WHAT YOU HAVE TO DO: Copy out the whole listing exactly as given. Skip the pictures.

RECORD EXTRACTS:
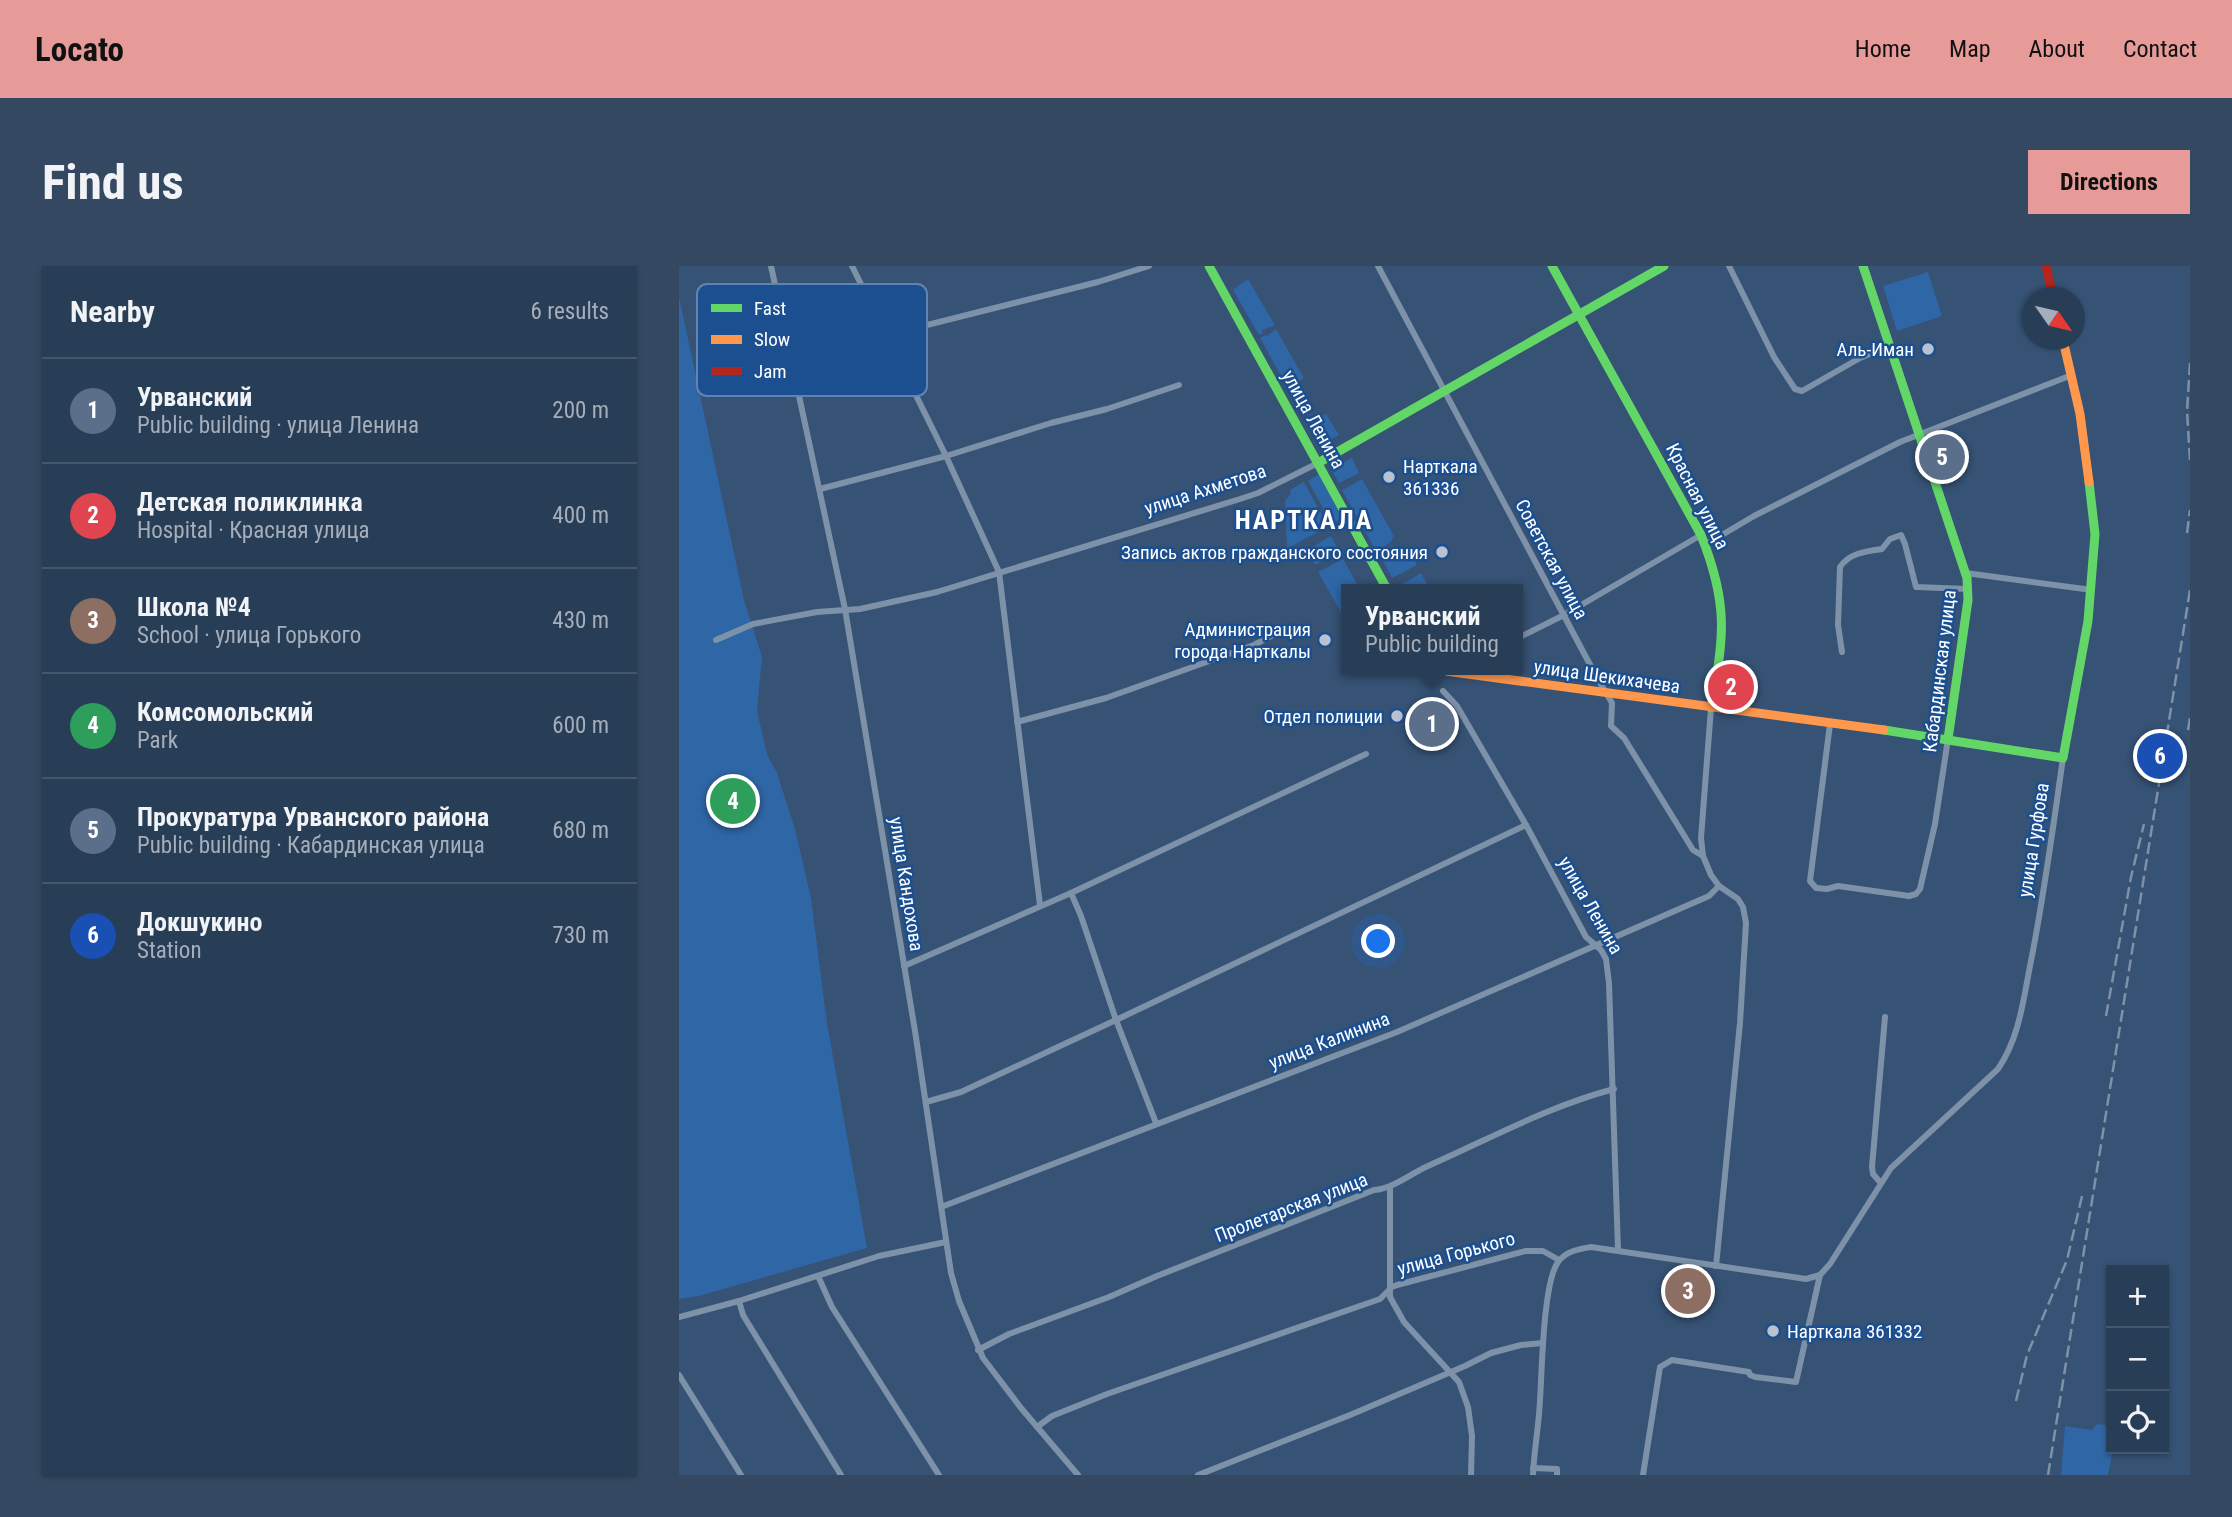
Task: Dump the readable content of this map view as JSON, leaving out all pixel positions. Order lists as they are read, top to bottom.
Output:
{
  "streets": {
    "street": [
      "улица Ленина",
      "улица Ахметова",
      "Красная улица",
      "Советская улица",
      "Кабардинская улица",
      "улица Шекихачева",
      "улица Гурфова",
      "улица Кандохова",
      "улица Калинина",
      "Пролетарская улица",
      "улица Горького"
    ]
  },
  "crossings": [
    ["улица Ленина", "улица Ахметова"],
    ["улица Ленина", "улица Калинина"],
    ["улица Ленина", "Пролетарская улица"],
    ["улица Ахметова", "Красная улица"],
    ["улица Ахметова", "Советская улица"],
    ["улица Ахметова", "улица Кандохова"],
    ["Красная улица", "Советская улица"],
    ["Красная улица", "улица Шекихачева"],
    ["Красная улица", "улица Калинина"],
    ["Советская улица", "улица Шекихачева"],
    ["Кабардинская улица", "улица Шекихачева"],
    ["улица Шекихачева", "улица Гурфова"],
    ["улица Кандохова", "улица Калинина"],
    ["улица Кандохова", "Пролетарская улица"],
    ["улица Кандохова", "улица Горького"]
  ],
  "districts": ["НАРТКАЛА"],
  "places": [
    "Аль-Иман",
    "Нарткала 361336",
    "Запись актов гражданского состояния",
    "Администрация города Нарткалы",
    "Отдел полиции",
    "Нарткала 361332"
  ],
  "legend": ["Fast", "Slow", "Jam"],
  "north": "bottom right",
  "page": {
    "header": "Locato",
    "nav": [
      "Home",
      "Map",
      "About",
      "Contact"
    ],
    "buttons": "Directions",
    "title": "Find us",
    "heading": ["Nearby", "6 results"],
    "list": [
      {
        "mark": "1",
        "name": "Урванский",
        "note": "Public building · улица Ленина",
        "value": "200 m"
      },
      {
        "mark": "2",
        "name": "Детская поликлинка",
        "note": "Hospital · Красная улица",
        "value": "400 m"
      },
      {
        "mark": "3",
        "name": "Школа №4",
        "note": "School · улица Горького",
        "value": "430 m"
      },
      {
        "mark": "4",
        "name": "Комсомольский",
        "note": "Park",
        "value": "600 m"
      },
      {
        "mark": "5",
        "name": "Прокуратура Урванского района",
        "note": "Public building · Кабардинская улица",
        "value": "680 m"
      },
      {
        "mark": "6",
        "name": "Докшукино",
        "note": "Station",
        "value": "730 m"
      }
    ],
    "pins": [
      "5",
      "2",
      "1",
      "6",
      "4",
      "3"
    ],
    "popup": ["Урванский", "Public building"],
    "map_buttons": ["+", "−"]
  }
}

EXERCISE ANSWER:
Task: Dump the readable content of this map view as JSON, leaving out all pixel positions. Order lists as they are read, top to bottom.
Output:
{
  "streets": {
    "street": [
      "улица Ленина",
      "улица Ахметова",
      "Красная улица",
      "Советская улица",
      "Кабардинская улица",
      "улица Шекихачева",
      "улица Гурфова",
      "улица Кандохова",
      "улица Калинина",
      "Пролетарская улица",
      "улица Горького"
    ]
  },
  "crossings": [
    ["улица Ленина", "улица Ахметова"],
    ["улица Ленина", "улица Калинина"],
    ["улица Ленина", "Пролетарская улица"],
    ["улица Ахметова", "Красная улица"],
    ["улица Ахметова", "Советская улица"],
    ["улица Ахметова", "улица Кандохова"],
    ["Красная улица", "Советская улица"],
    ["Красная улица", "улица Шекихачева"],
    ["Красная улица", "улица Калинина"],
    ["Советская улица", "улица Шекихачева"],
    ["Кабардинская улица", "улица Шекихачева"],
    ["улица Шекихачева", "улица Гурфова"],
    ["улица Кандохова", "улица Калинина"],
    ["улица Кандохова", "Пролетарская улица"],
    ["улица Кандохова", "улица Горького"]
  ],
  "districts": ["НАРТКАЛА"],
  "places": [
    "Аль-Иман",
    "Нарткала 361336",
    "Запись актов гражданского состояния",
    "Администрация города Нарткалы",
    "Отдел полиции",
    "Нарткала 361332"
  ],
  "legend": ["Fast", "Slow", "Jam"],
  "north": "bottom right",
  "page": {
    "header": "Locato",
    "nav": [
      "Home",
      "Map",
      "About",
      "Contact"
    ],
    "buttons": "Directions",
    "title": "Find us",
    "heading": ["Nearby", "6 results"],
    "list": [
      {
        "mark": "1",
        "name": "Урванский",
        "note": "Public building · улица Ленина",
        "value": "200 m"
      },
      {
        "mark": "2",
        "name": "Детская поликлинка",
        "note": "Hospital · Красная улица",
        "value": "400 m"
      },
      {
        "mark": "3",
        "name": "Школа №4",
        "note": "School · улица Горького",
        "value": "430 m"
      },
      {
        "mark": "4",
        "name": "Комсомольский",
        "note": "Park",
        "value": "600 m"
      },
      {
        "mark": "5",
        "name": "Прокуратура Урванского района",
        "note": "Public building · Кабардинская улица",
        "value": "680 m"
      },
      {
        "mark": "6",
        "name": "Докшукино",
        "note": "Station",
        "value": "730 m"
      }
    ],
    "pins": [
      "5",
      "2",
      "1",
      "6",
      "4",
      "3"
    ],
    "popup": ["Урванский", "Public building"],
    "map_buttons": ["+", "−"]
  }
}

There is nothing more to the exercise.